Two of my chargers have storage mode as an option. I have never had this choice before and not had issues with lipos. I usually stored them after a race day when they had been discharged some during the last race.

Now I will use the storage mode on the charger before putting them up for long periods of time.


----------



## smoothie (Mar 23, 2004)

Thats basically what I figured I would do. I was just seeing if anyone does things differently. Putting them on "Storage" charge puts them at 50%


----------



## nutz4rc (Oct 14, 2003)

I am surprised you didn't get flooded with responses. There are lots of opinions out there. 
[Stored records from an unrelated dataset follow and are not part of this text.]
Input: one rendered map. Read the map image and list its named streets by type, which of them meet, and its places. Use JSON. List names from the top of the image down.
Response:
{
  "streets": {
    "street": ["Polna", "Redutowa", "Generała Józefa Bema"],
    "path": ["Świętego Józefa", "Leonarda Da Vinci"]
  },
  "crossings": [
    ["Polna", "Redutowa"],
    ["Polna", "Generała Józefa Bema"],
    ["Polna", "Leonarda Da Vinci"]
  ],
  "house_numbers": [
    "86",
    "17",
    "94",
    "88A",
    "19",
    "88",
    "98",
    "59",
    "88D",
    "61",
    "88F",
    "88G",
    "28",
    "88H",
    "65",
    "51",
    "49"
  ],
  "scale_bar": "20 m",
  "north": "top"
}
Nice to have you visit the Pierce Park Raceway site and Summit. I have and do race at both locations.


----------



## smoothie (Mar 23, 2004)

yeah I figured I would get a lot more options. I did a search and couldn't find anything close to what I was looking for so that is why I made the post. Maybe everyone was racing today


----------



## nutz4rc (Oct 14, 2003)

There have been other lipo threads and the question may have been discussed there so not many jumped on it here.


----------



## munsonator08 (May 9, 2009)

I always charge my packs after every raceday. I store them at 100% charge. I havent personally had any problems with either method, discharged or fully charged.


----------



## JJohnston (Apr 26, 2009)

After each race I always place mine in storage mode. I have heard of guys just racing there main and not recharging also. Whats nice about storage mode is it stores the battery at 7.6v (for a 2s). If you pack is under this it will charge it to 7.6, and if its over it will discharge it. Just plug in your pack and hit storage.

BTW I have read some where lipo manufacturers says storage is recommend if your not using your lipo for more than 2-3 weeks


----------